[[ Dataset extract, beginning ]]

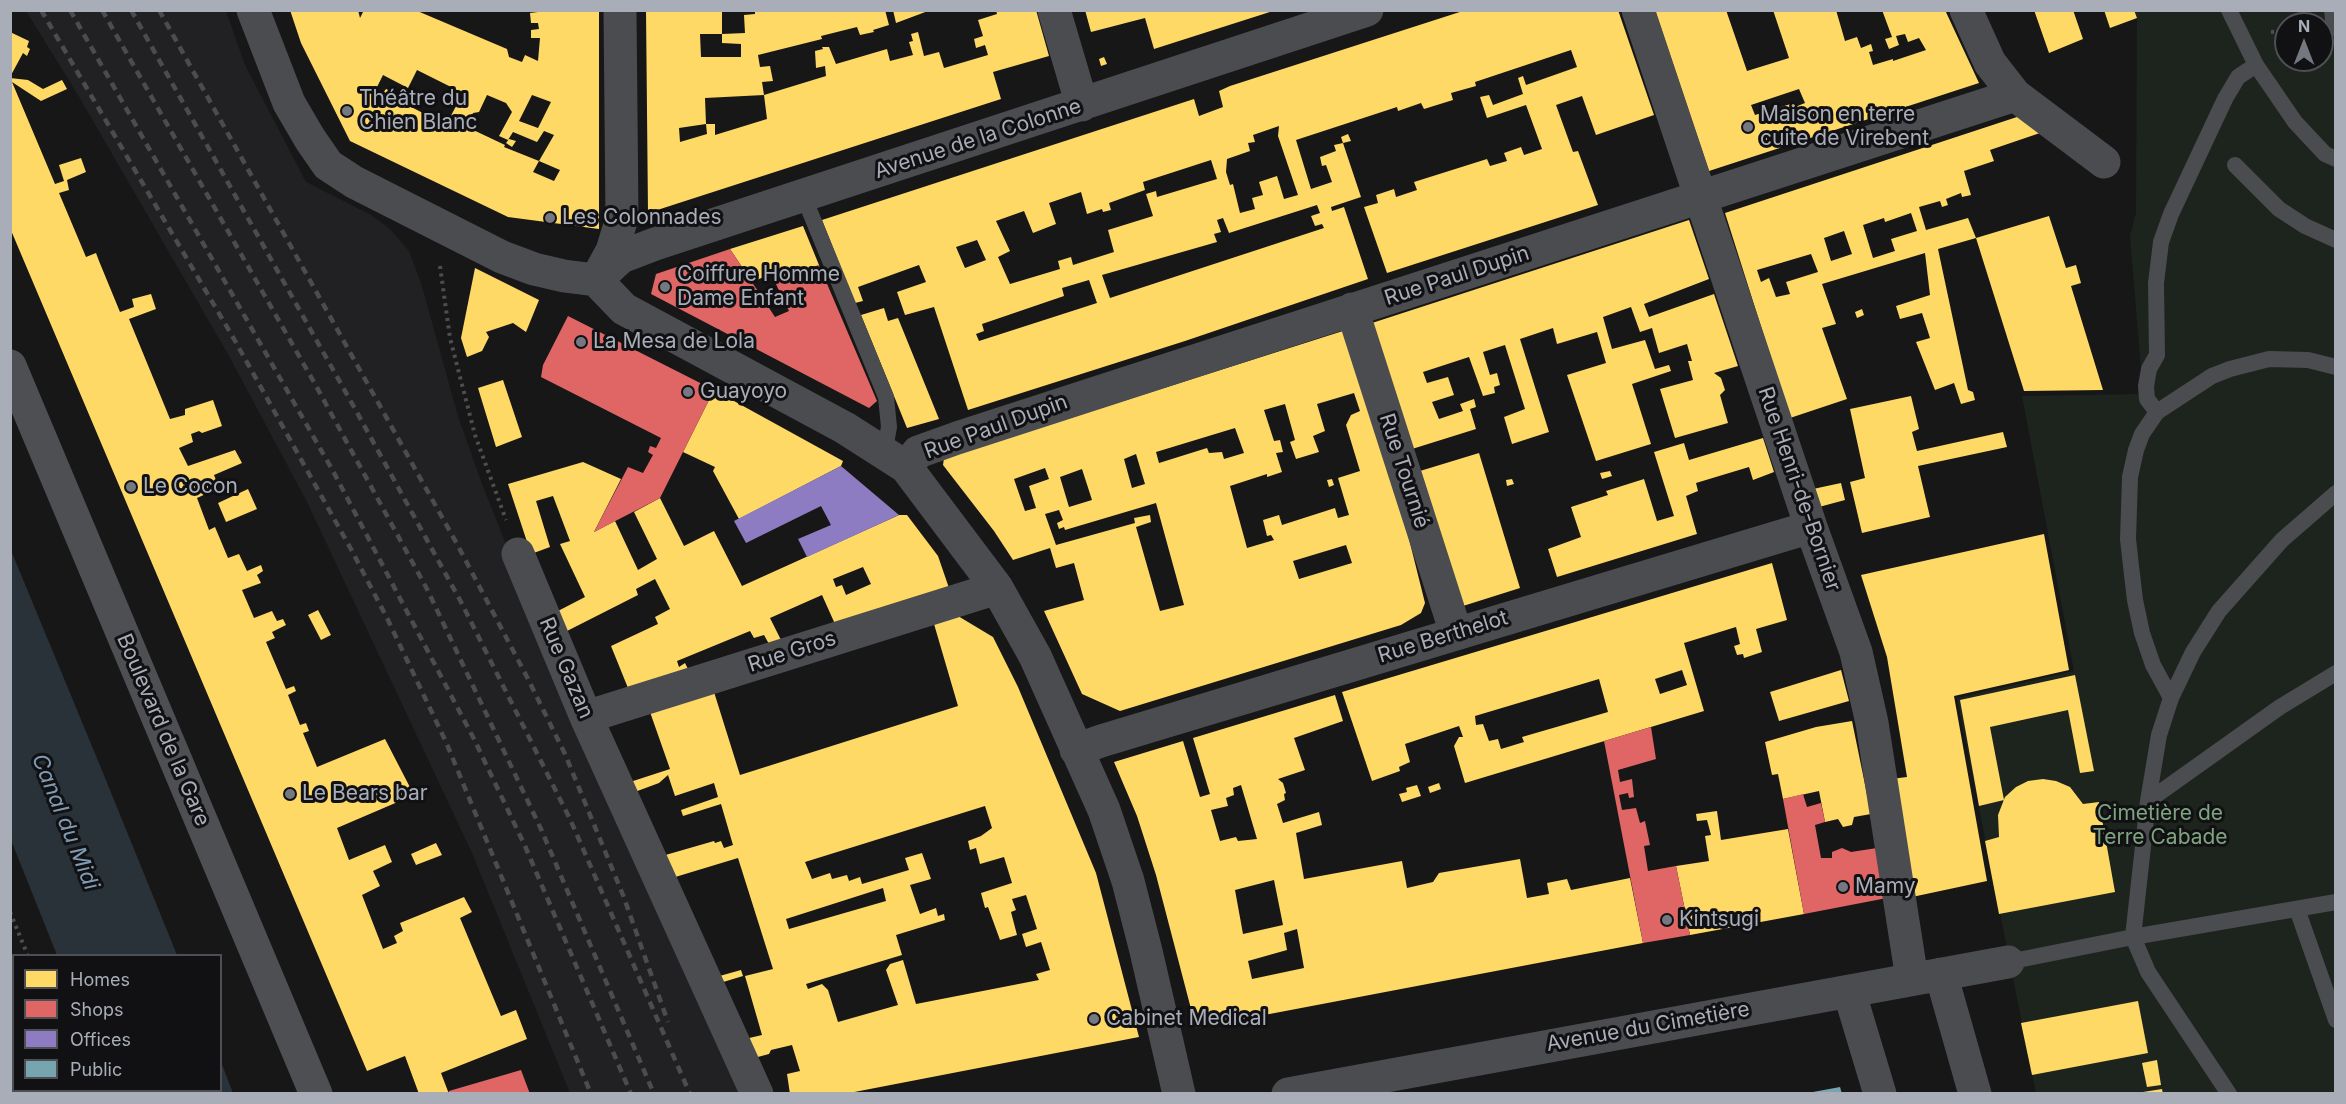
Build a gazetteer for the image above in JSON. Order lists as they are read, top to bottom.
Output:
{
  "streets": {
    "main road": ["Boulevard de la Gare"],
    "street": [
      "Avenue de la Colonne",
      "Rue Paul Dupin",
      "Rue Tournié",
      "Rue Henri-de-Bornier",
      "Rue Berthelot",
      "Rue Gros",
      "Rue Gazan",
      "Avenue du Cimetière"
    ]
  },
  "crossings": [
    ["Rue Paul Dupin", "Rue Tournié"],
    ["Rue Paul Dupin", "Rue Henri-de-Bornier"],
    ["Rue Tournié", "Rue Berthelot"],
    ["Rue Henri-de-Bornier", "Rue Berthelot"],
    ["Rue Henri-de-Bornier", "Avenue du Cimetière"],
    ["Rue Gros", "Rue Gazan"]
  ],
  "water": ["Canal du Midi"],
  "parks": ["Cimetière de Terre Cabade"],
  "places": [
    "Théâtre du Chien Blanc",
    "Maison en terre cuite de Virebent",
    "Les Colonnades",
    "Coiffure Homme Dame Enfant",
    "La Mesa de Lola",
    "Guayoyo",
    "Le Cocon",
    "Le Bears bar",
    "Mamy",
    "Kintsugi",
    "Cabinet Medical"
  ],
  "legend": [
    "Homes",
    "Shops",
    "Offices",
    "Public"
  ],
  "north": "top"
}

[[ Dataset extract, end ]]

- _Requirement_: Say how many lines of the entries above include the word "Henri", giving the number alone.

- _Output below_: 4